Bluetooth spec booming

Bluetooth, a global specification for wireless technology that lets devices communicate with each other, has become the fastestgrowing technology standard ever

Imagine going to a meeting with your cell phone in your briefcase and your notebook computer in tow. You open the computer and, without plugging in to anything, begin receiving e-mail. In the meeting, you also receive files from others in the room without receiving e-mail messages, or you send files without e-mail.

All of this is possible through a revolutionary radio chip developed through a collaboration of the computing and communications industries, code-named Bluetooth.

Bluetooth also is the official name of a specification that has become the fastest-growing technology standard ever. It is a specification for wireless technology, a global standard that enables devices to communicate with each other using a secure radio frequency.

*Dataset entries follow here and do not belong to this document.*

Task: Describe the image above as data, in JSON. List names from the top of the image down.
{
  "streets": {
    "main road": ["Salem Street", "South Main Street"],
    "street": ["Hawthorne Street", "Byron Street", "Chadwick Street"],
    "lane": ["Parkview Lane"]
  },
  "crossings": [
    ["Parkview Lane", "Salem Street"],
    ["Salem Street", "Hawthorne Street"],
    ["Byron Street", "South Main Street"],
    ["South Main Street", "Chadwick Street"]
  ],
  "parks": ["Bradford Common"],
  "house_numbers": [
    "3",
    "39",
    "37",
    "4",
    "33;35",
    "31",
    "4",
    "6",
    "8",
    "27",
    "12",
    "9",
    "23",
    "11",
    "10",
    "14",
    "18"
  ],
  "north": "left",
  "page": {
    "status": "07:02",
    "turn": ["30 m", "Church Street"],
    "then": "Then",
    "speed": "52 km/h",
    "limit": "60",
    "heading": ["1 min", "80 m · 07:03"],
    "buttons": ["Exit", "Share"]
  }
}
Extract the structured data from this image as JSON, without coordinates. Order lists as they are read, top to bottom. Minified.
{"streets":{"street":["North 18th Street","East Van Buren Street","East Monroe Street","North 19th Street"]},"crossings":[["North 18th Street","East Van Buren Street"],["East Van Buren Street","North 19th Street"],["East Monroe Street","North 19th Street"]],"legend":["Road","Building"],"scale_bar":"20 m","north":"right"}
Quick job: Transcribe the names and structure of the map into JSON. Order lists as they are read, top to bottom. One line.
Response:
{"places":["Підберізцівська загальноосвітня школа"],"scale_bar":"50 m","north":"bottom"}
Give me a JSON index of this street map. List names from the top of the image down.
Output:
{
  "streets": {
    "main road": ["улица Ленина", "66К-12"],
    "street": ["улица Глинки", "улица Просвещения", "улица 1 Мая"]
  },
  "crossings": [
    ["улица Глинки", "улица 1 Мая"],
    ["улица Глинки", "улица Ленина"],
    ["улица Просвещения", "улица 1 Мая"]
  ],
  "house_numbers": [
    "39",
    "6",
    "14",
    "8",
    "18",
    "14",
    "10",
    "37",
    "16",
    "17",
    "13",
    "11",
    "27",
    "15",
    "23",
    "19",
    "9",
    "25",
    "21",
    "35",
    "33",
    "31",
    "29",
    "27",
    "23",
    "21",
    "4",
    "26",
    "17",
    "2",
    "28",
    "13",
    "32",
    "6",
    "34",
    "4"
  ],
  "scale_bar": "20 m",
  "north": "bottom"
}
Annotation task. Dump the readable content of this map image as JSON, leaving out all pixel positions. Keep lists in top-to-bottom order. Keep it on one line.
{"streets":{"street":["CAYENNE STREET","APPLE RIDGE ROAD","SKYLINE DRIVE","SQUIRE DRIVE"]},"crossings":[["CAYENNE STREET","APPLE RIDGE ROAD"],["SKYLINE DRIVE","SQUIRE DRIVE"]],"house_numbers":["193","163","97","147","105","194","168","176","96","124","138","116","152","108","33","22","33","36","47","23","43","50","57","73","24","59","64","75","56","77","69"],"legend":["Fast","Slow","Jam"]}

Bluetooth-enabled portable computers, mobile phones, office equipment, household appliances and more can communicate at short ranges without the burden of cables — securely, inexpensively, at a high rate of data transmission and without line-of-sight requirements.

World leaders in mobile technology — IBM Corp., Ericsson, Nokia Corp., Intel Corp. and Toshiba — in 1998 created the Bluetooth Special Interest Group to further Bluetooth as a global standard.

The Bluetooth device is a small, low-powered radio on a chip that communicates with other Bluetooth-enabled products. Bluetooth technology uses the 2.4-GHz radio band, which is unlicensed and available almost worldwide. It supports data speeds of up to 721 kilobits/sec (including a 56 kilobits/sec back channel) and three voice channels.

Up to eight users or devices can communicate in a small network called a piconet. Ten of these piconets can coexist in the same coverage range of the Bluetooth radio. To provide security, each link is encoded and protected against eavesdropping and interference.

Network administrators face a challenge if an enterprise has wireless local-area network deployed and wants to use Bluetooth piconets. The Bluetooth technology and wireless LANs may interfere with each other. Bluetooth piconets must be placed within a larger wireless LAN to minimize such interference.